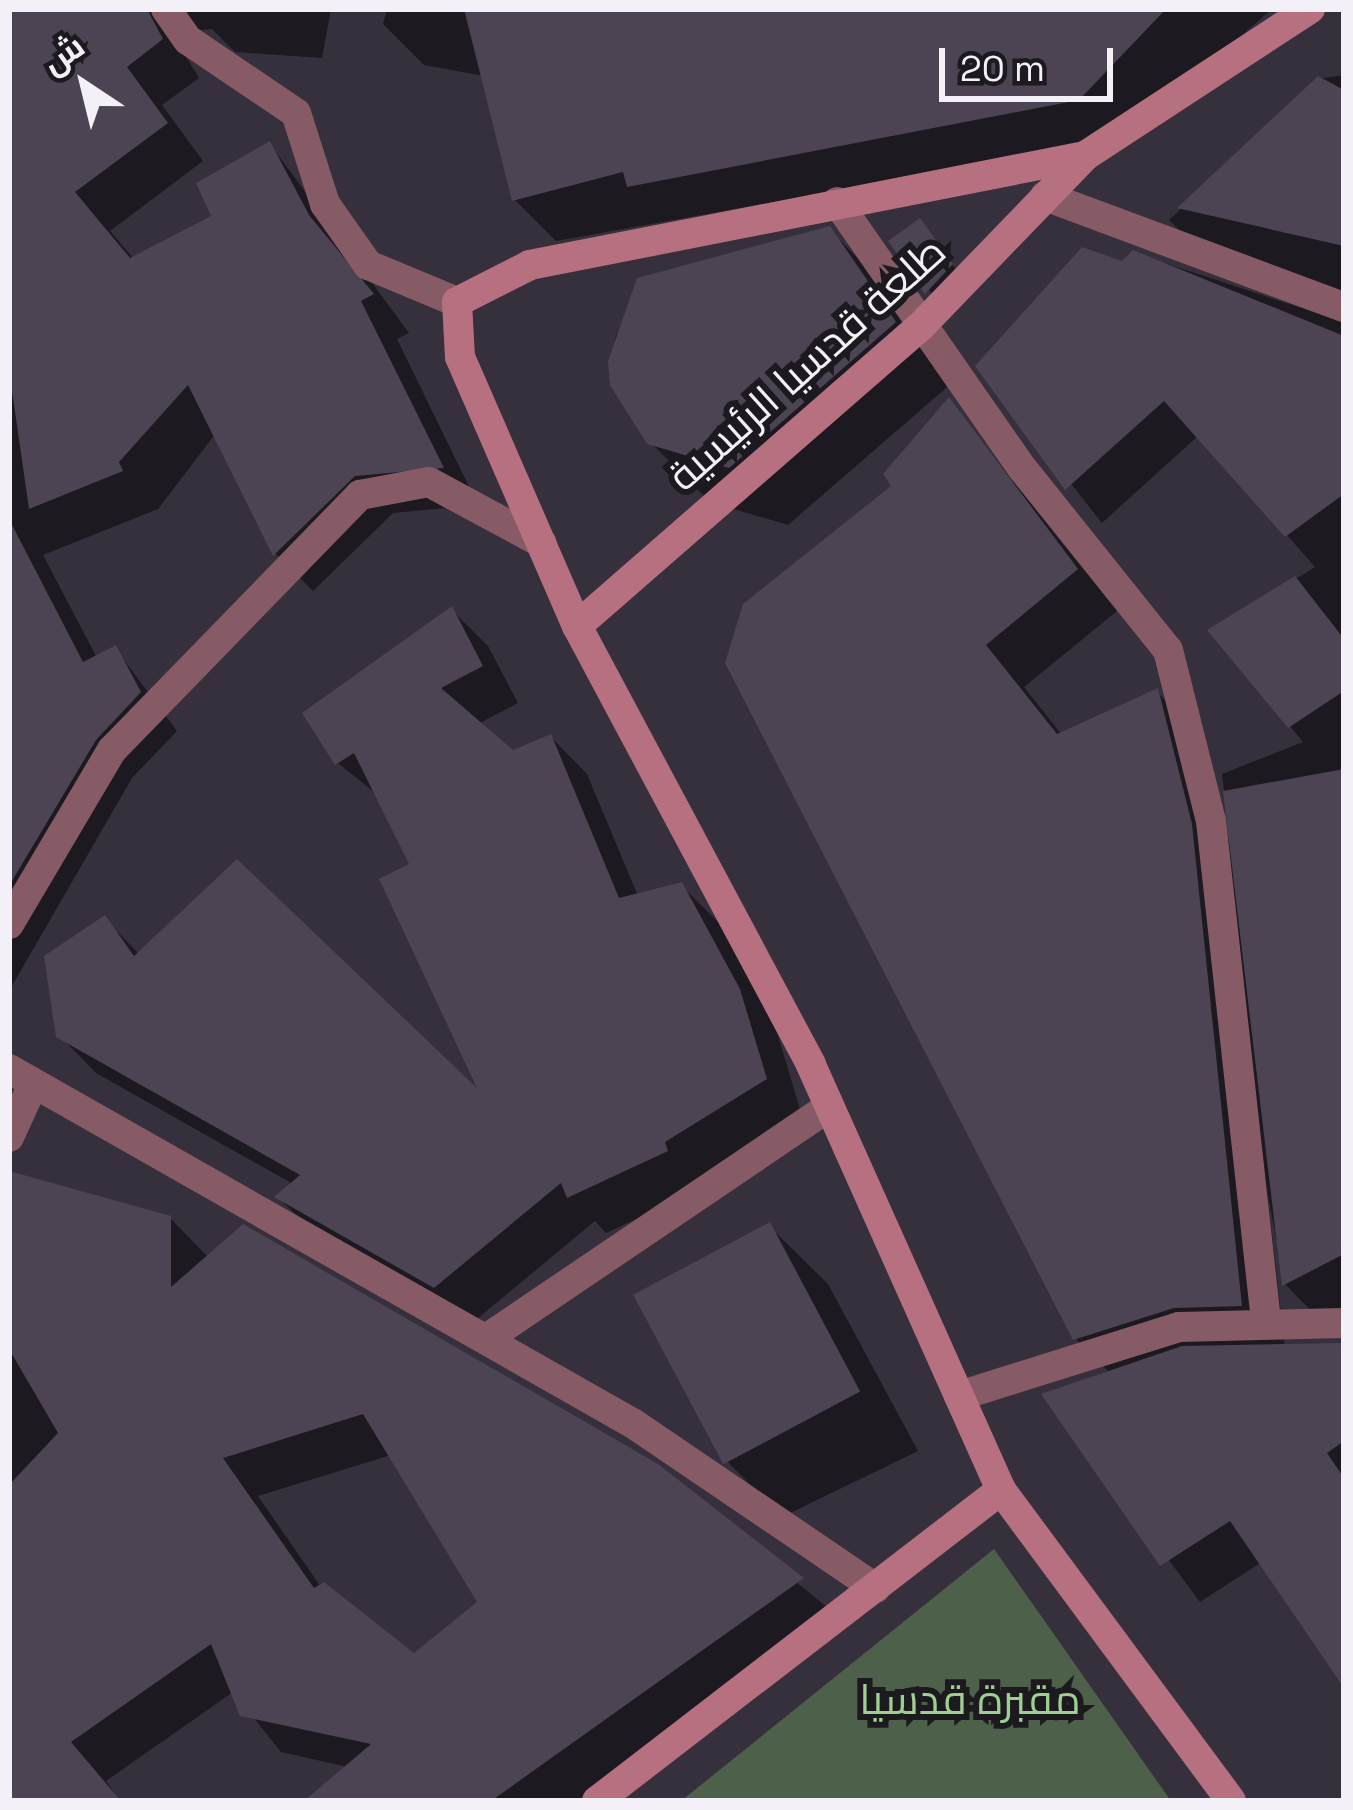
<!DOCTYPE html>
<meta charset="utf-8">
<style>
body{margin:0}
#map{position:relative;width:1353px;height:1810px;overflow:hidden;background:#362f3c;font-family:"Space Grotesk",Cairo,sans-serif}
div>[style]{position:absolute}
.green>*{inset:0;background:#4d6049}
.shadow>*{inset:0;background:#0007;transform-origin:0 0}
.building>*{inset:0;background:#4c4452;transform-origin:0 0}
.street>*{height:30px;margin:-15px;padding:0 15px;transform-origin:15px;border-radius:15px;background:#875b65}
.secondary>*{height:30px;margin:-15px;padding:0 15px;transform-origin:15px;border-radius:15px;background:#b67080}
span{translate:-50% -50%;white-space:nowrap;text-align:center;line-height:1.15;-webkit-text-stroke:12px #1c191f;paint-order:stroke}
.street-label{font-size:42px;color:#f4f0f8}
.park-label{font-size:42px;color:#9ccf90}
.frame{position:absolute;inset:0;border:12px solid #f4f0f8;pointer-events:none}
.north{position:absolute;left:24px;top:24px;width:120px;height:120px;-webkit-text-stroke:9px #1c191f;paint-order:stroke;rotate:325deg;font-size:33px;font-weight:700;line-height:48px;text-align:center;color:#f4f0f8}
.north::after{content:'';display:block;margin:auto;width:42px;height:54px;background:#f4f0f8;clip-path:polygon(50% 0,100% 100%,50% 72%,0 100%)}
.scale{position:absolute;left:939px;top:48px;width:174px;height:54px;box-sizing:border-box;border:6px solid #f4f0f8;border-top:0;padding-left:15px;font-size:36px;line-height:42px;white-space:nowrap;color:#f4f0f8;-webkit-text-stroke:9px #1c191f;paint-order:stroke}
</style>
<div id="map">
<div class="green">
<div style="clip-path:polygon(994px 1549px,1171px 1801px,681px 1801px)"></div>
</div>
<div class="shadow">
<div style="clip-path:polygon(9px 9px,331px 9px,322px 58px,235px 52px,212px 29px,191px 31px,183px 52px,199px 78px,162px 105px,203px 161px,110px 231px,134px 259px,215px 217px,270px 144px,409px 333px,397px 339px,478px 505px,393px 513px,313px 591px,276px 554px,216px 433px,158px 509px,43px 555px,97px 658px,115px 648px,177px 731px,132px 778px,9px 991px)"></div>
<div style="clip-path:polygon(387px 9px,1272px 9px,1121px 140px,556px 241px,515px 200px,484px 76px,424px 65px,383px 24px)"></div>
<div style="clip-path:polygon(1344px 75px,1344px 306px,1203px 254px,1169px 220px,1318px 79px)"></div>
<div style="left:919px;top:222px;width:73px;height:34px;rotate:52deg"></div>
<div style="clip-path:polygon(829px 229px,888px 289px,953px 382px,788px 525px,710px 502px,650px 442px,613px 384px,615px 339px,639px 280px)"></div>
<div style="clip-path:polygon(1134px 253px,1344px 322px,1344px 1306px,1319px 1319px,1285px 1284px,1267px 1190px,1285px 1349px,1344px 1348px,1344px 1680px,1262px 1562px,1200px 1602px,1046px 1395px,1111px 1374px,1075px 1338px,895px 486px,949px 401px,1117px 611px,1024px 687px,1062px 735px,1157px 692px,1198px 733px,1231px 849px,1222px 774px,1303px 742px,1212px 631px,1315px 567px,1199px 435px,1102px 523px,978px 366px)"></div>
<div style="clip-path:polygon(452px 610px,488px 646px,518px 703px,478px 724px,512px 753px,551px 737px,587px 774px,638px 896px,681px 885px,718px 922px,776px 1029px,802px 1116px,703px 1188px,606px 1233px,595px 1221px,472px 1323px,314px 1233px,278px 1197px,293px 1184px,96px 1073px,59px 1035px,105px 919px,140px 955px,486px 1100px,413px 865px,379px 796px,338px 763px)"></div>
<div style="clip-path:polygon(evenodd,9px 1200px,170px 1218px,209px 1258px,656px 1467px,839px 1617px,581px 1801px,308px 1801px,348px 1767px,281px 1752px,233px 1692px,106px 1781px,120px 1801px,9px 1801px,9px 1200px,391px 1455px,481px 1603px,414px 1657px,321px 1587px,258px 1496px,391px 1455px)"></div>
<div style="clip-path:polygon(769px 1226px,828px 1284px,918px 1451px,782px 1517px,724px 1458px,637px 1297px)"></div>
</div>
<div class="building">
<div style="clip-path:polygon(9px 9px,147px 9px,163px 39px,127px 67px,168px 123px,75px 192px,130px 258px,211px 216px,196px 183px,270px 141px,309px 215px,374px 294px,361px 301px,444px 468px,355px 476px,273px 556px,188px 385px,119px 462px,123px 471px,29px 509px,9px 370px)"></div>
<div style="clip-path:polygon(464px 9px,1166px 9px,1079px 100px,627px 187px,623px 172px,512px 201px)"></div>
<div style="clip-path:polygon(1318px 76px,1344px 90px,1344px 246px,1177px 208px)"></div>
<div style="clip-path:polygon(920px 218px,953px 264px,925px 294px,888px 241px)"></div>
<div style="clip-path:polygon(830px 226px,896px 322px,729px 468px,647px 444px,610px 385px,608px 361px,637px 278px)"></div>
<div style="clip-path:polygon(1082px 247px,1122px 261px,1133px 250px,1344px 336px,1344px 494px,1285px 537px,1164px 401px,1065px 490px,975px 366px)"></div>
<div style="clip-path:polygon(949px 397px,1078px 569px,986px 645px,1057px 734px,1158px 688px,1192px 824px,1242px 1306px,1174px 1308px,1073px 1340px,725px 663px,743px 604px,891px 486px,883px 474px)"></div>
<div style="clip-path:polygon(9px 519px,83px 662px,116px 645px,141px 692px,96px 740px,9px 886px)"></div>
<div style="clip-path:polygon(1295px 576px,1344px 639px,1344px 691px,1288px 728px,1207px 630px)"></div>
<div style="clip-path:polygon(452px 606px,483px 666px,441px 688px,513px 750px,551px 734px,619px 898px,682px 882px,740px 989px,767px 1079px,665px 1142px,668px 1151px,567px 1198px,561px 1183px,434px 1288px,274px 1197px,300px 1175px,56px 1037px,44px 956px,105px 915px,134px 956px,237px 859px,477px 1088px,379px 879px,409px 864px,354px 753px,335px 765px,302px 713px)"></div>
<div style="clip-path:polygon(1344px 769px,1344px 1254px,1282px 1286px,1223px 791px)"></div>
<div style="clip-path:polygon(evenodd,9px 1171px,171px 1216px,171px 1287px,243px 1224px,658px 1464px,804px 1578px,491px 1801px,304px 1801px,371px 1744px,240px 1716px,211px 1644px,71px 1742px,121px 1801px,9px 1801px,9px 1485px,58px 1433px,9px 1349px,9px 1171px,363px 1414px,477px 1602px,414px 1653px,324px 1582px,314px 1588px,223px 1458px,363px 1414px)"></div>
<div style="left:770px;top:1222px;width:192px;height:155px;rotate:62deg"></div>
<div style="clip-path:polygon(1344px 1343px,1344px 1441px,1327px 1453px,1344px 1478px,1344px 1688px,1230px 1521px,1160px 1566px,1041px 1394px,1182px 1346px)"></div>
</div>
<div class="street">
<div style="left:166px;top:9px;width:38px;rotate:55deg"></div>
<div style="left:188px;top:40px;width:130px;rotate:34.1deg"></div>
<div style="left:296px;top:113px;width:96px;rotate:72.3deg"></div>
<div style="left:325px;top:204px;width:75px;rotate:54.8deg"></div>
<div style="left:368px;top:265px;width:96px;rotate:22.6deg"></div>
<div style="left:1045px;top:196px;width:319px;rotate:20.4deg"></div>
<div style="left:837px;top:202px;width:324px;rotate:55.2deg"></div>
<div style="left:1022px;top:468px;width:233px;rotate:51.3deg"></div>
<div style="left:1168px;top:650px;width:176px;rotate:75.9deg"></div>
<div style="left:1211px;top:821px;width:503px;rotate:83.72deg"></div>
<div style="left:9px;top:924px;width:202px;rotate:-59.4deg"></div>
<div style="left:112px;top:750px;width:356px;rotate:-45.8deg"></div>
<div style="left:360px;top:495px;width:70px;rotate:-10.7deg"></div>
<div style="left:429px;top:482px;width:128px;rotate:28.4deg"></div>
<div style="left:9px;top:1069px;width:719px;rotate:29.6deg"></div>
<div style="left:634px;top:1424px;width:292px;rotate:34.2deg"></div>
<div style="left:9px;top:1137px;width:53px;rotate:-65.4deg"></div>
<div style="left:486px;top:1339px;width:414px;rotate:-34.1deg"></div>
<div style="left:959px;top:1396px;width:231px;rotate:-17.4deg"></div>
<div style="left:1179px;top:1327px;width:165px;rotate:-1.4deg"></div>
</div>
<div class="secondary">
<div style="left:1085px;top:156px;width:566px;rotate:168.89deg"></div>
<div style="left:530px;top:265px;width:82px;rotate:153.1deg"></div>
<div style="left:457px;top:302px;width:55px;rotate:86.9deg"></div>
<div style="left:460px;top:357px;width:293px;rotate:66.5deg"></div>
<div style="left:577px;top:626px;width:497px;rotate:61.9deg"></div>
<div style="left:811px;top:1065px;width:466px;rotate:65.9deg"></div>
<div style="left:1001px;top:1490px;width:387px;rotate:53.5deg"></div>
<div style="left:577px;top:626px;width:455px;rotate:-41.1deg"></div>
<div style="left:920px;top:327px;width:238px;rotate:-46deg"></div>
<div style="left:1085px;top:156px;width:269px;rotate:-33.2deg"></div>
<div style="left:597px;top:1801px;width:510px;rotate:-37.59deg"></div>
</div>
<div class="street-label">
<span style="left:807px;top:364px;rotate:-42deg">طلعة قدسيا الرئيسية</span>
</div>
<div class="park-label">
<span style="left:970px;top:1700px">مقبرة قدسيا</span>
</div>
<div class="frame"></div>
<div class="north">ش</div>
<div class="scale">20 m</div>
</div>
———
• ASSIGNMENT
Using the records above, find and show each line with the string "shadow".

• ANSWER AREA
.shadow>*{inset:0;background:#0007;transform-origin:0 0}
<div class="shadow">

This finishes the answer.